Pasir laut yang digunakan untuk membuat kaligrafi berasal dari berbagai pantai yang ada di Indonesia, di antaranya dari Lampung, Bangka, Jawa Tengah, Jogja, Jawa Timur, Kalimantan, Lombok, Sumbawa, Kutai, Manado, dan lain-lain. Pemilihan pasir laut dari berbagai daerah ini untuk mendapatkan warna dan karakter material pasir yang berbeda-beda.

Contoh kaligrafi Pasir Bertasbih

Pelukis kaligrafi yang menggunakan media pasir laut yang direkatkan dengan lem di atas kanvas ini bernama Faizan Zuhairi Muakhadatu.

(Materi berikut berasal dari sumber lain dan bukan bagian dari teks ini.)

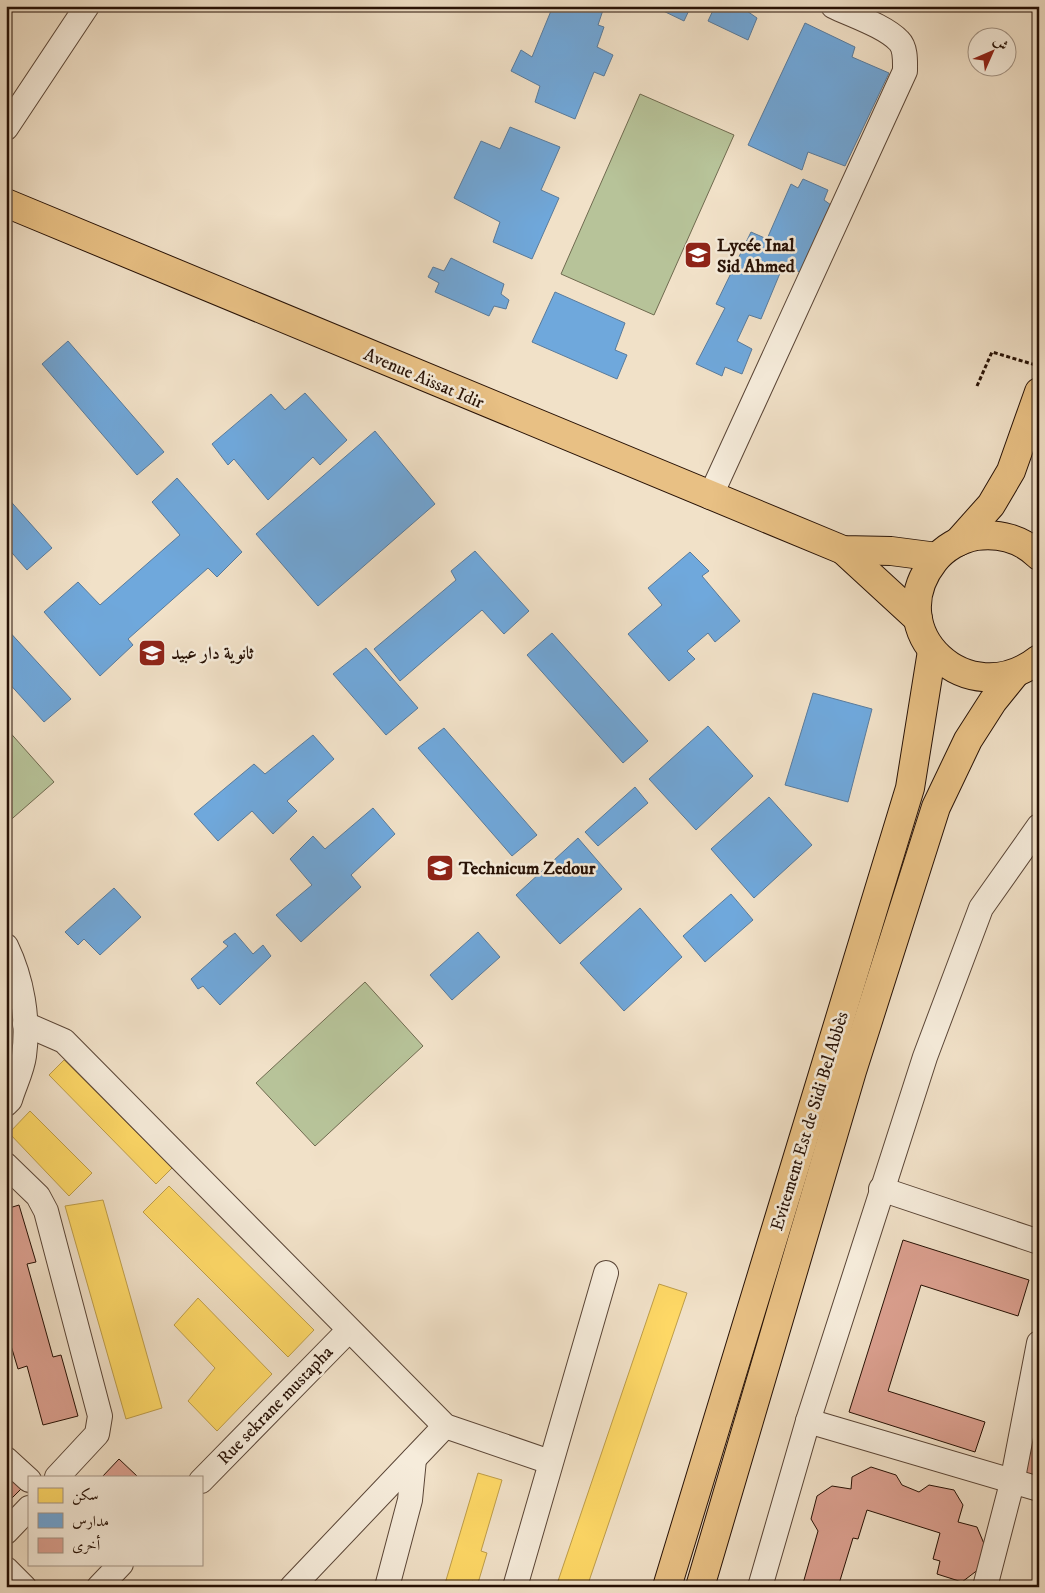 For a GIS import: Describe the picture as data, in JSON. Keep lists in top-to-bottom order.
{
  "streets": {
    "main road": ["Avenue Aïssat Idir", "Evitement Est de Sidi Bel Abbès"],
    "street": ["Rue sekrane mustapha"]
  },
  "places": {
    "school or university": ["Lycée Inal Sid Ahmed", "ثانوية دار عبيد", "Technicum Zedour"]
  },
  "legend": ["سكن", "مدارس", "أخرى"],
  "north": "top right"
} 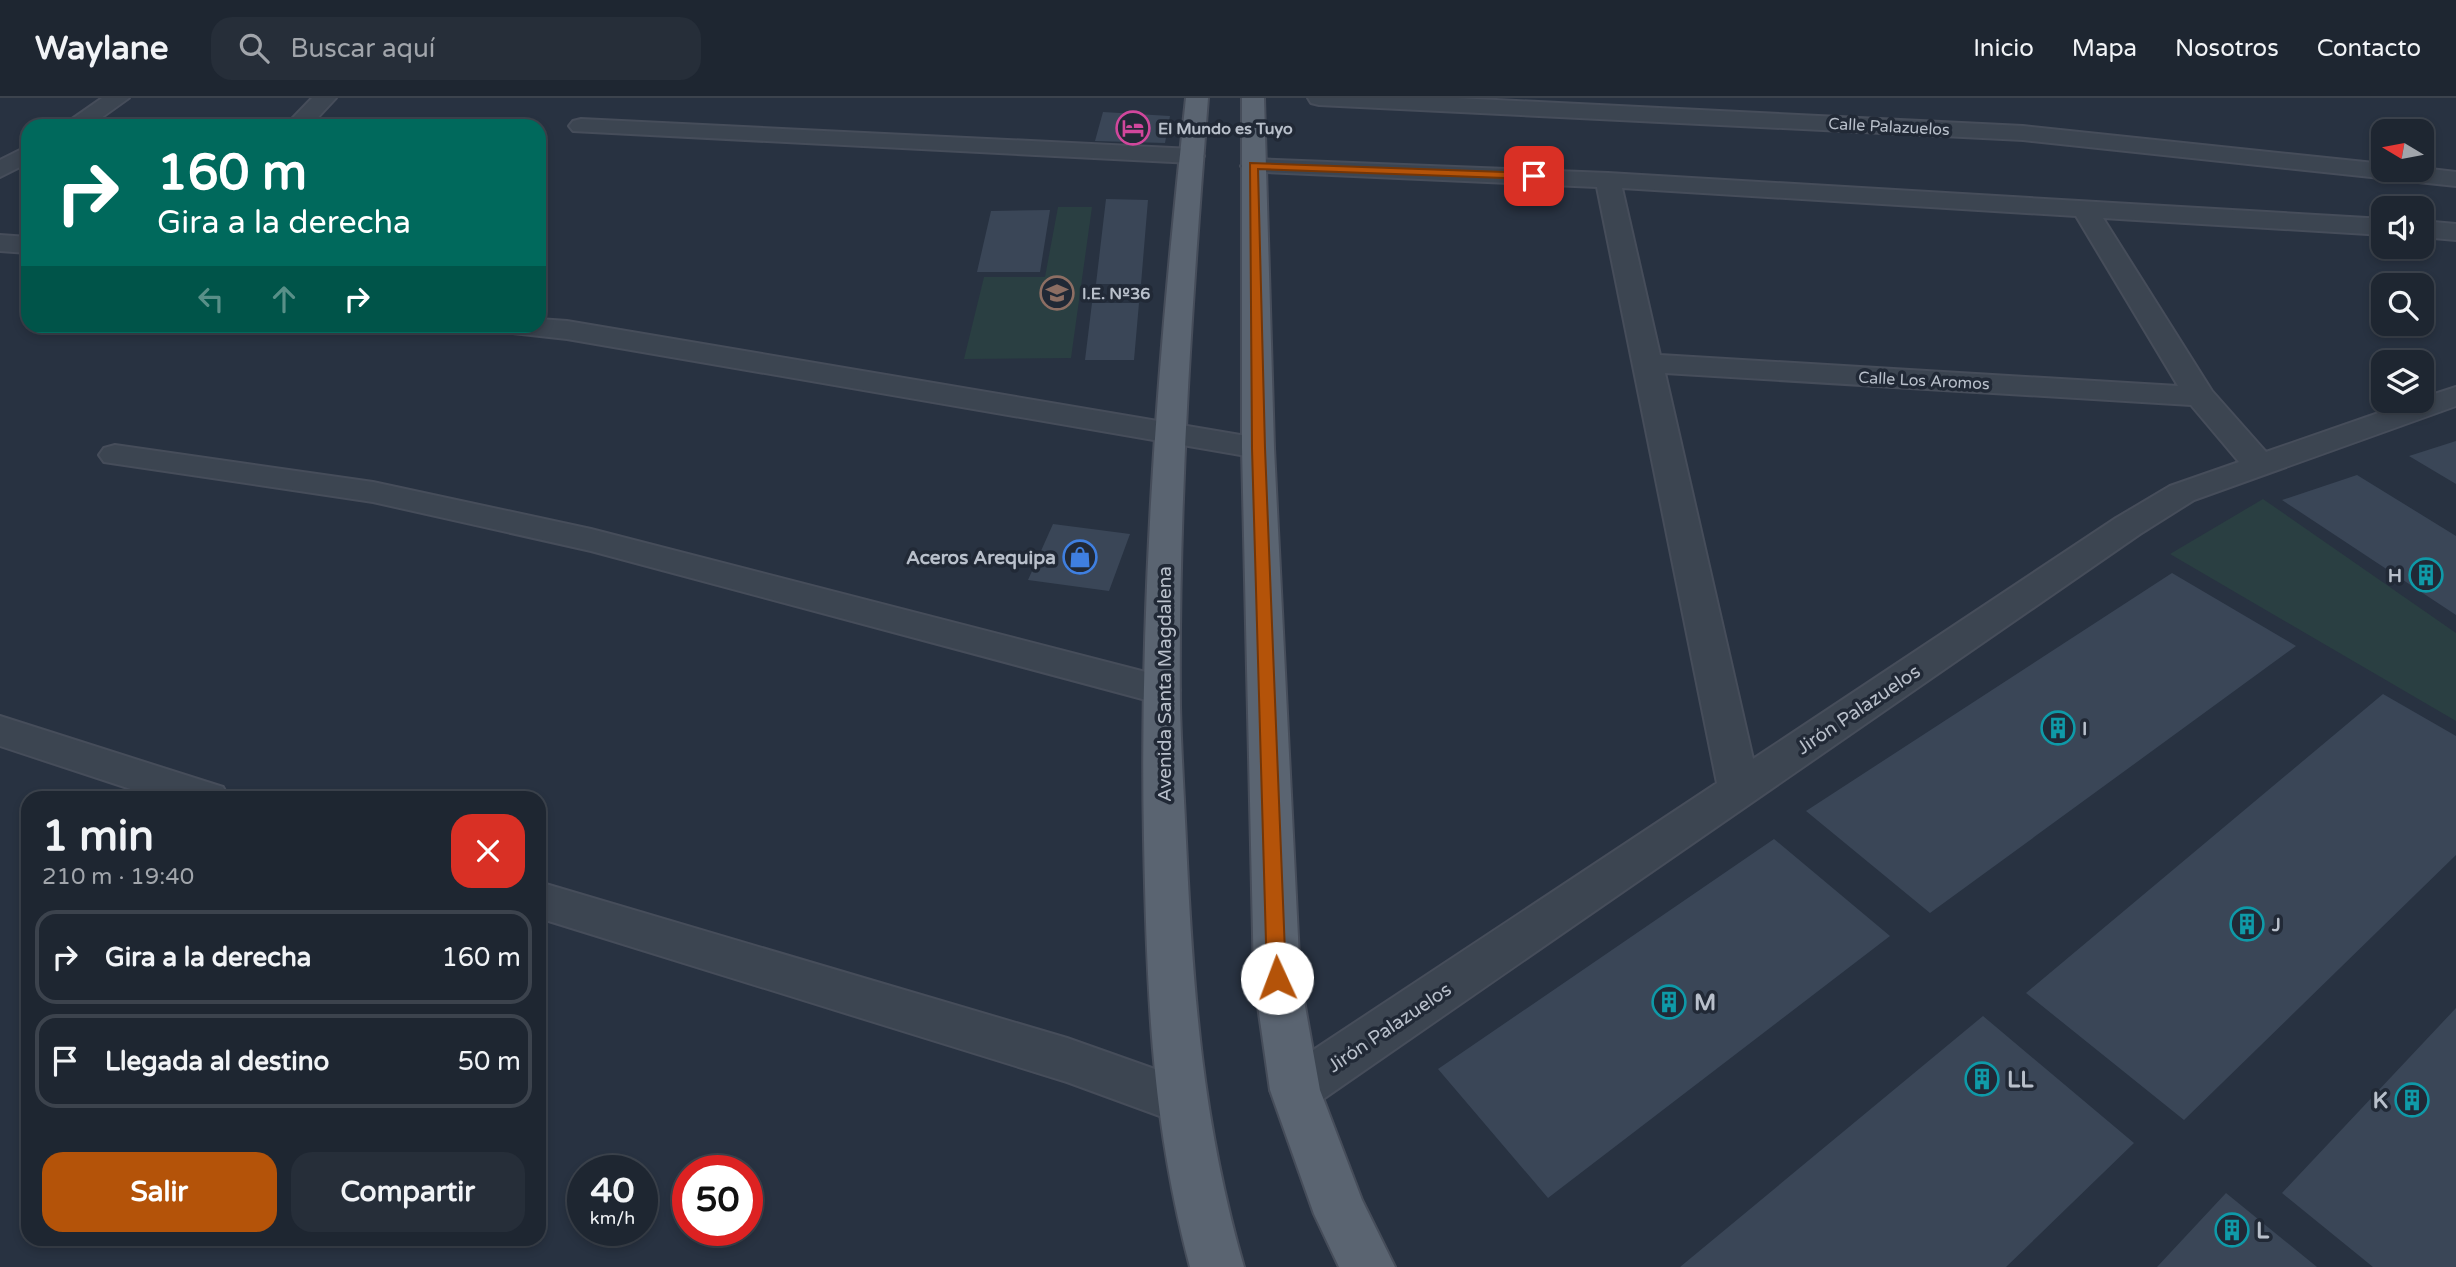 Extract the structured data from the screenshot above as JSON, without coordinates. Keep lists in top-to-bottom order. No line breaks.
{"streets":{"main road":["Avenida Santa Magdalena"],"street":["Calle Palazuelos","Calle Los Aromos","Jirón Palazuelos"]},"places":{"hotel":["El Mundo es Tuyo"],"school or university":["I.E. Nº36"],"shop":["Aceros Arequipa"],"building":["H","I","J","M","LL","K","L"]},"north":"left","page":{"header":"Waylane","search":"Buscar aquí","nav":["Inicio","Mapa","Nosotros","Contacto"],"turn":["160 m","Gira a la derecha"],"heading":["1 min","210 m · 19:40"],"list":[{"name":"Gira a la derecha","value":"160 m"},{"name":"Llegada al destino","value":"50 m"}],"buttons":["Salir","Compartir"],"speed":"40 km/h","limit":"50"}}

Saya biasa memanggilnya Mas Faizan. Ia berasal dari Lampung dan kini tinggal di Jogja.

Sejak tahun 1996, yakni ketika kuliah di IAIN Sunan Kalijaga, Mas Faizan sudah menekuni seni kaligrafi secara profesional, di antaranya menggunakan media kaca dan cat. Setelah melalui proses sekaligus berpikir agar menghasilkan karya yang berbeda, pada tahun 2002 menemukan media pasir dan ditekuni hingga sekarang.

Selain di Jogja, Pasir Bertasbih pernah mengikuti pameran di Jakarta, Bandung, Surabaya, Palembang, Sulawesi, dan beberapa daerah lainnya. Pernah juga sekitar 90 lukisan kaligrafi Pasir Bertasbih dipamerkan di ruang pamer Dinas Pariwisata Provinsi Daerah Istimewa Yogyakarta.

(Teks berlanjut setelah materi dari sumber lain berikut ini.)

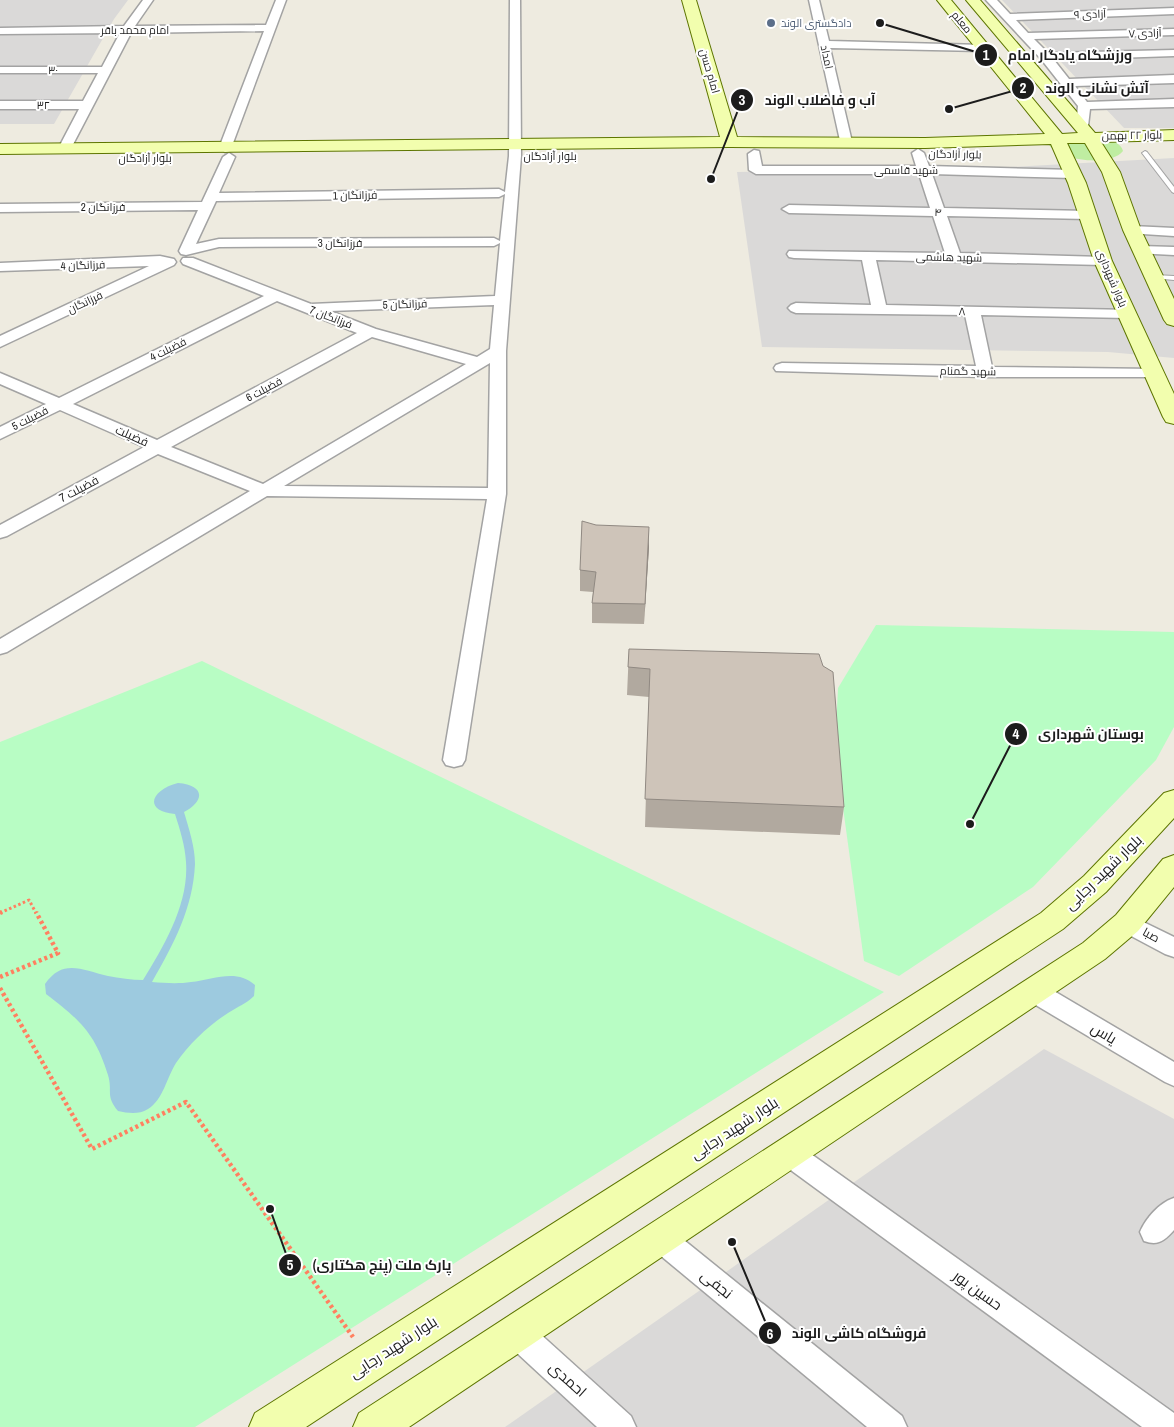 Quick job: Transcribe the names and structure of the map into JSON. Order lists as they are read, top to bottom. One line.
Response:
{"streets":{"street":["آزادی ۹","معلم","امام محمد باقر","آزادی ۷","امداد","۳۰","امام حسن","۳۲","بلوار ۲۲ بهمن","بلوار آزادگان","شهید قاسمی","فرزانگان 1","فرزانگان 2","۴","فرزانگان 3","شهید هاشمی","فرزانگان 4","بلوار شهرداری","فرزانگان","فرزانگان 5","۸","فرزانگان 7","فضیلت 4","شهید گمنام","فضیلت 6","فضیلت 5","فضیلت","فضیلت 7","بلوار شهید رجایی","صبا","یاس","نجفی","حسین پور","احمدی"]},"crossings":[["معلم","بلوار آزادگان"],["معلم","بلوار شهرداری"],["امداد","بلوار آزادگان"],["امام حسن","بلوار آزادگان"],["بلوار ۲۲ بهمن","بلوار آزادگان"],["بلوار آزادگان","شهید قاسمی"],["بلوار آزادگان","بلوار شهرداری"],["شهید قاسمی","بلوار شهرداری"],["فرزانگان 1","فرزانگان 2"],["۴","بلوار شهرداری"],["فرزانگان 3","فرزانگان 4"],["فرزانگان 3","فرزانگان"],["فرزانگان 3","فرزانگان 7"],["شهید هاشمی","بلوار شهرداری"],["فرزانگان 4","فرزانگان"],["بلوار شهرداری","۸"],["بلوار شهرداری","شهید گمنام"],["فرزانگان 5","فرزانگان 7"],["فرزانگان 7","فضیلت 4"],["فرزانگان 7","فضیلت 6"],["فضیلت 4","فضیلت 5"],["فضیلت 4","فضیلت"],["فضیلت 6","فضیلت"],["فضیلت 6","فضیلت 7"],["فضیلت 5","فضیلت"],["فضیلت","فضیلت 7"]],"places":["دادگستری الوند","ورزشگاه یادگار امام","آتش نشانی الوند","آب و فاضلاب الوند","بوستان شهرداری","پارک ملت (پنج هکتاری)","فروشگاه کاشی الوند"]}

Bagi para sahabat yang ingin tahu lebih lanjut, alamat Pasir Bertasbih (Aqil al Akhyar Art) berada di Karanganom, RT.05/RW.03, Karangmojo, Purwomartani, Kalasan, Sleman, Jogja. HP. 081-2720-45673. Akun FB: Faizan Zuhairi Muakhadatu.

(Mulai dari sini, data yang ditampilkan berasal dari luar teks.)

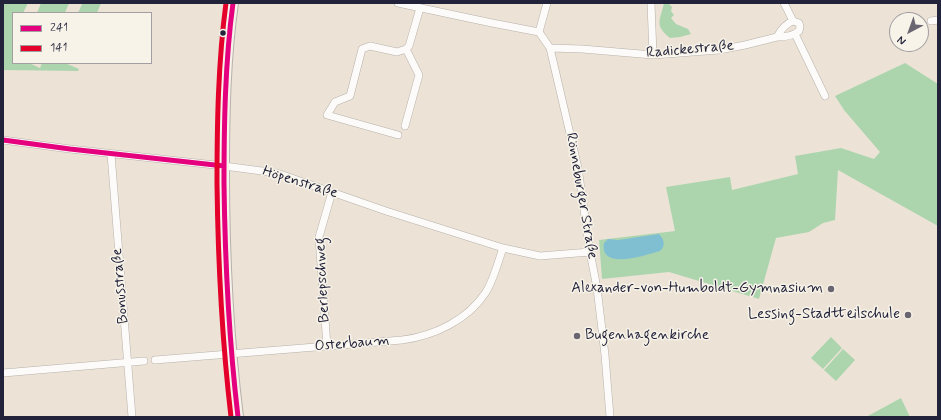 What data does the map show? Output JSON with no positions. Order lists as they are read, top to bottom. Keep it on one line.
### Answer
{"streets":{"street":["Radickestraße","Höpenstraße","Rönneburger Straße","Berlepschweg","Bonusstraße","Osterbaum"]},"crossings":[["Radickestraße","Rönneburger Straße"],["Höpenstraße","Rönneburger Straße"],["Höpenstraße","Berlepschweg"],["Höpenstraße","Bonusstraße"],["Höpenstraße","Osterbaum"],["Berlepschweg","Osterbaum"]],"places":["Alexander-von-Humboldt-Gymnasium","Lessing-Stadtteilschule","Bugenhagenkirche"],"lines":["transit line 241","transit line 141"],"legend":["241","141"],"north":"bottom left"}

Oh ya, sebelum tulisan ini diakhiri, ada sebuah catatan yang perlu ditekankan di sini, yakni:
Karya Pasir Bertasbih ini bukan melukis di atas pasir, lalu dari gambar satu berubah bentuk ke gambar berikutnya, kemudian menjadi sebuah cerita. Bukan seperti itu. Tapi, ini pasir yang direkatkan dengan lem di atas kanvas dan menjadilah lukisan kaligrafi.
Demikian dan semoga tulisan ini bermanfaat bagi kita bersama.

Salam dari Jogja,
Akhmad Muhaimin Azzet

45 komentar:

  1. melukis dgn pasir pastinya memiliki tantangan tersendiri ya, dibanding melukis dgn media lainnya. Sukses terus buat Mas Faizan :)

    BalasHapus
    Balasan
    1. Betul sekali, Mbak Santi Dewi, melukis kaligrafi dengan pasir di atas kanvas pastinya membutuhkan kreativitas dan kejelian tersendiri. Makasih banyak ya, Mbak, atas komentar pertamanya di postingan ini :)

      Hapus
  2. Melukis dengan pasir ini sekarang sekarang jadi tren ya kang dan hasilnya juga bagus tapi hanya beberapa orang saja yang bisa melakukannya karena melukis dengan pasir ini tidak sembarang orang yang bisa melakukannya tidak seperti menggambar diatas kertas yang semua orang bisa melakukannya. Tapi kalau punya ketekunan dan punya niat sungguh sungguh belajar pasti bisa mengusainya.

    BalasHapus
    Balasan
    1. Iya, Kang Nurul Iman, ketekunan dan niat yang sungguh-sungguh sangat penting, di samping kemampuan untuk mengeksplorasi kreasi dalam menghasilkan karya seni yang bagus.

      Hapus
  3. Ini kaya yg di acara indonesia got talent itu bukan ya? Yg cowo cewe ngelukis pake pasir ?
    Btw kalo komen lebih baik langsung pake url aja mas, supaya lbh cpt di bw balik :)

    BalasHapus
    Balasan
    1. Berbeda, Mbak Ratusya, bila di acara tersebut itu melukis dengan media pasir, sedangkan ini melukis dengan menggunakan pasir yang direkatkan dengan lem di atas kanvas.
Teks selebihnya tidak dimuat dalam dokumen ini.